With lowly expectation, I tentatively picked up this fresh three track from a once adorned Oscillotron. Still rocked by the horrors of an eight year weight, the cursed fuzz of unsavory one hour noise-piece Oblivion still echos in my ears. Cenotaph is another distillation of sound, honing in on tension, dread and menace through the aesthetic powers of masterfully crafted shadowy synth. Some of its tones echo the great astral charms of its predecessors but stripped of melody and percussive groove to shape its form, these synths linger and brood in passing paranoid episodes.
Dystopian in nature, dark nightly settings take hold as its textures conjure a sense of observed dangers in brutalist architectural landscapes. One can imagine futuristic visions of societies obscured by technological integrations run amuck. Lifeless arpeggios spin a sense of cold menace, a watchful automated eye, inhuman authority.
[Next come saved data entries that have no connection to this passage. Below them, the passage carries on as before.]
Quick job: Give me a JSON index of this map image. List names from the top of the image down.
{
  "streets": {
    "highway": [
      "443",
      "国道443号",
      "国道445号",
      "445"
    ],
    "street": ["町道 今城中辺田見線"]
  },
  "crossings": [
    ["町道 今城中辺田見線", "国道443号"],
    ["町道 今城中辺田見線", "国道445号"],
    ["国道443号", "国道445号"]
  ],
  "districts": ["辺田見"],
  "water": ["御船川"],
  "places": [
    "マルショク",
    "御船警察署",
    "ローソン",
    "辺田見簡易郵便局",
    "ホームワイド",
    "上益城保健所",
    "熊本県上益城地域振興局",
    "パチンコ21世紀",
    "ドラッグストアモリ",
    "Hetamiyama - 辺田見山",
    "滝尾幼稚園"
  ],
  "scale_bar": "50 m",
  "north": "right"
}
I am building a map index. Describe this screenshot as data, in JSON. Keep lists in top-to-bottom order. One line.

The title track plays a game of starting soft, subtle uplifting choral voices transform in to tense apparitions. Menta revels in its distorted rumbling, a sense of severance pervades as loneliness triumphs. Filter rocks Tangerine Dream inspired sequences, adding a touch of mystique and intrigue to the dreariness. Three classy executions, brief but vivid and engrossing. Could easily elevate visuals as music in cinema.
Rating: 5/10


Still charmed by Krusseldorf's curious demeanor, we venture further down the rabbit hole. Cloud Songs' titling nods to its lofty ambiguous nature. Quirky compositions, delving into a haze of softness, lazy, relaxed and inviting. These cozy tracks meander through inconsequential landscapes of melting melody and circling rhythms that evoke Pysbient suggestions when percussion hones in on Downtempo templates.
Despite getting off to a strong start, establishing soothing vibes and cruising through chilled melodies, the tides turn in its second act. Dub For Slouchers hits a high as the records best track, cohering the classic Dub baseline to its whimsical follies, ushering in dazzling arpeggios near its conclusion. After this, the mood shifts, dramatic, subtly sorrowful, with a sense of abandon, proceeded by chemistries brewing unease.
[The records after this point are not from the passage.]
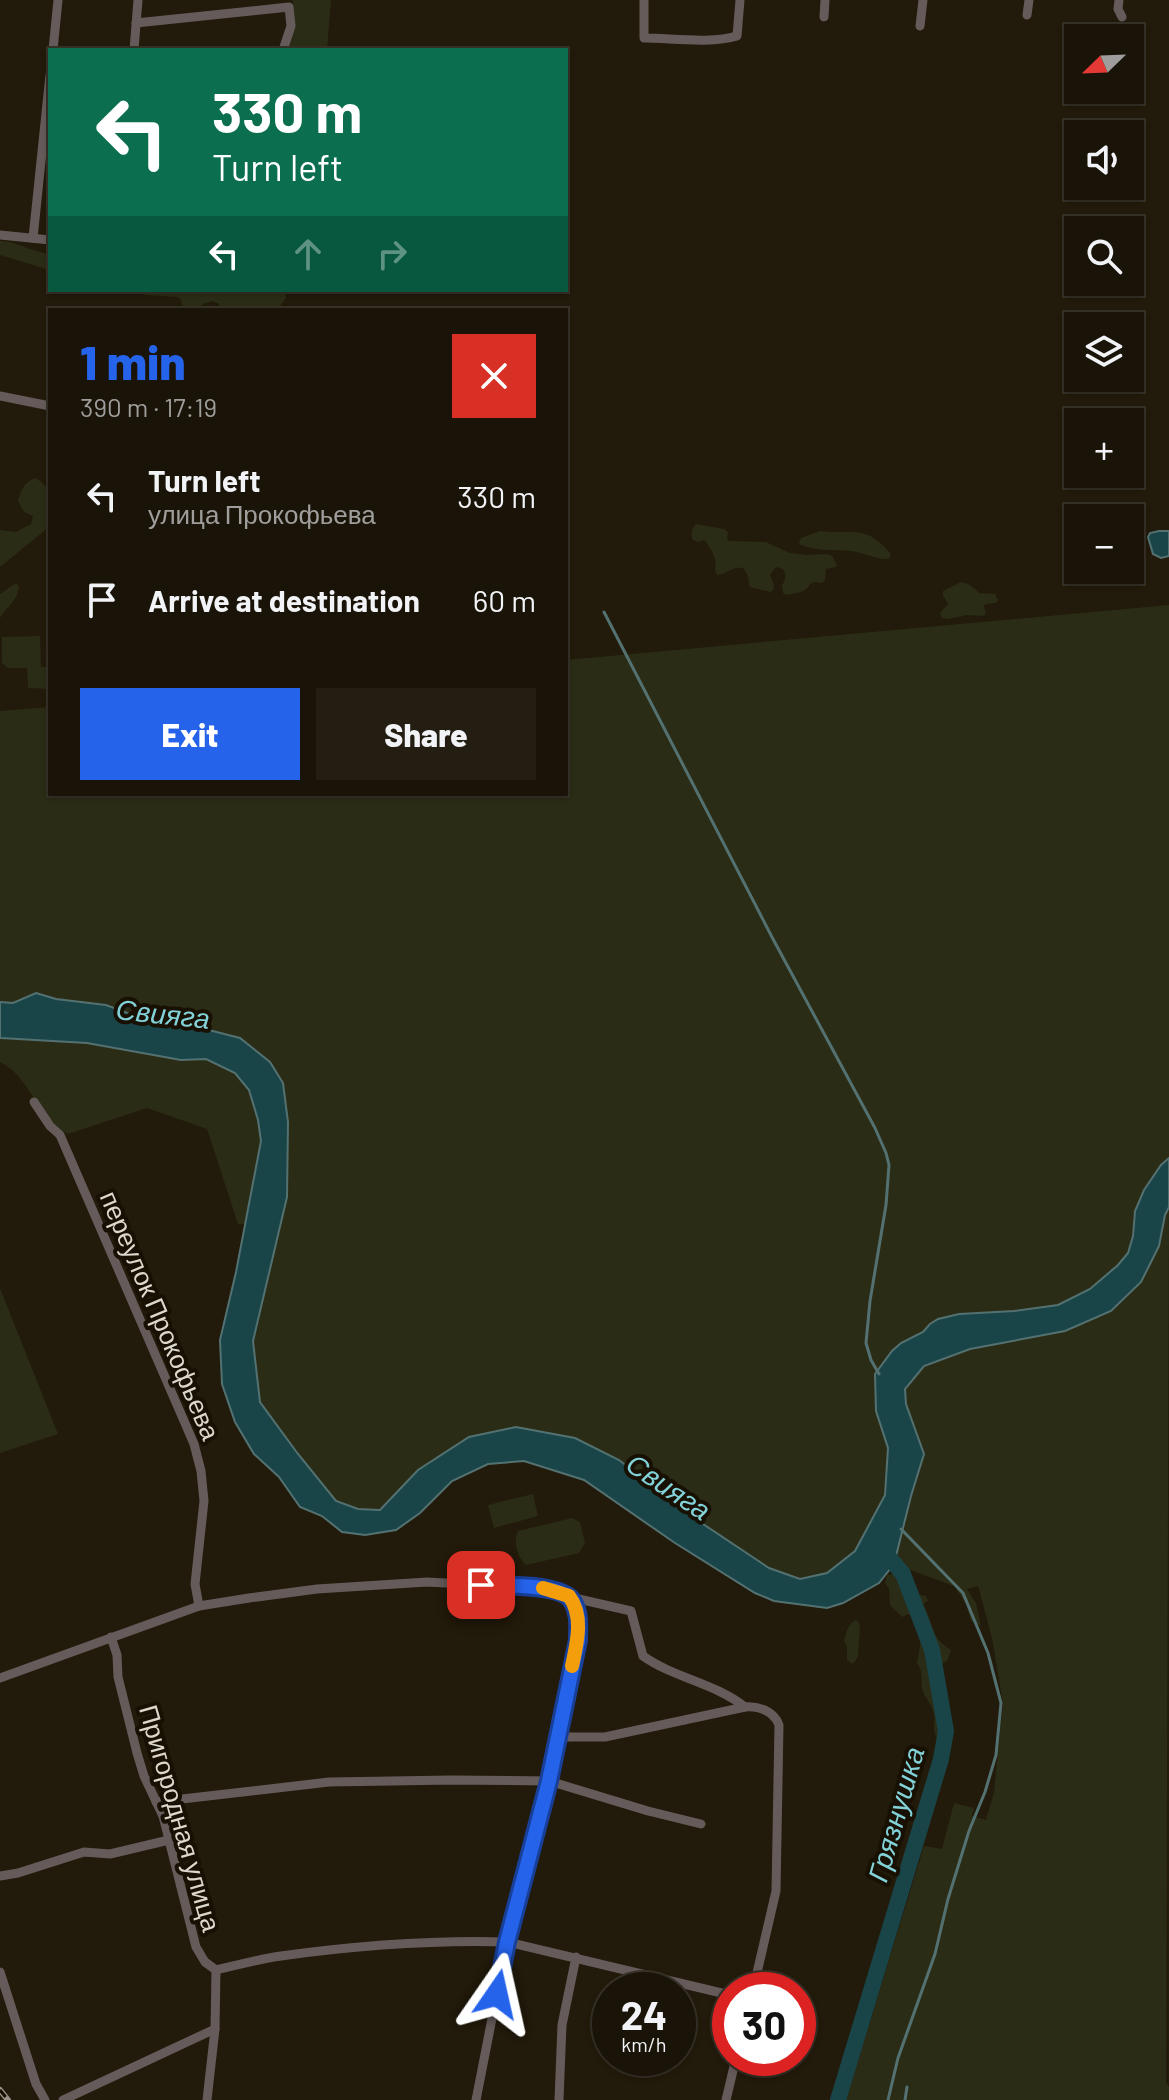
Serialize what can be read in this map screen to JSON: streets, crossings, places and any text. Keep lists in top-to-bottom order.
{
  "streets": {
    "street": ["переулок Прокофьева", "Пригородная улица"]
  },
  "water": ["Свияга", "Грязнушка"],
  "north": "bottom left",
  "page": {
    "map_buttons": ["+", "−"],
    "turn": ["330 m", "Turn left"],
    "heading": ["1 min", "390 m · 17:19"],
    "list": [
      {
        "name": "Turn left",
        "note": "улица Прокофьева",
        "value": "330 m"
      },
      {
        "name": "Arrive at destination",
        "value": "60 m"
      }
    ],
    "buttons": ["Exit", "Share"],
    "speed": "24 km/h",
    "limit": "30"
  }
}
Between them, Dance Of The Sleeper revels in that winning Dub formulae again but otherwise the record fizzles out as emotional narratives fail to resonate within the soft obscurities electronic music can offer. This is oddly punctuated by the arrival of dreamy, Ethereal effeminate singing, which had previously done the music wonders. This outing they played into the diminishing flow. Cloud Songs had immense promise but simply drifts out of focus after a strong start.
Rating: 5/10
Leaning hard into their distinct jilted abrasion, experimental Hip Hip trio Clipping return armed with an arsenal of rapid fire razor sharp rhymes, accompanied by cyberpunk dystopian disjointed beats. Its a despairing, paranoid journey, showcasing the unrivaled talents of Daveed Diggs, who blasts vivid lyricism through an effortless cold, monotonous delivery. Poetic and descriptive, he arms this unsettling soundscape of buzzing computer electronics with moments of clarity, cutting through the rumpus and adding a dispirited human element to the already dejected temperament.
Lyrical themes resonate with defeatism, reflecting current social-political concerns. Early on, dexterous rhymes charm through ambiguous, artistic, storytelling motifs. In its second half, clearer concepts are depicted with plainer language. The emergence of AI, growing wealth inequality, the harms of social media, disinformation and internet related corrosive forces. Its in the latter half that these clearer expressions, the conceptual nature of Dead Channel Sky, takes form for this lukewarm listener.
Mediocrity stems from its dredging, drawn out nature, tediously slow burning through cyber-industrial soundscapes. Short interludes and key songs play drowned in an endless string of aesthetic ideas which only reward when converging upon groove and rhythm. This mostly happens at the heels of 90s House rhythmic energy and signature waveform leads from the era's blossoming electronic scene. In these moments, much is borrowed from the past. The dystopian aesthetic a thin veneer atop what works.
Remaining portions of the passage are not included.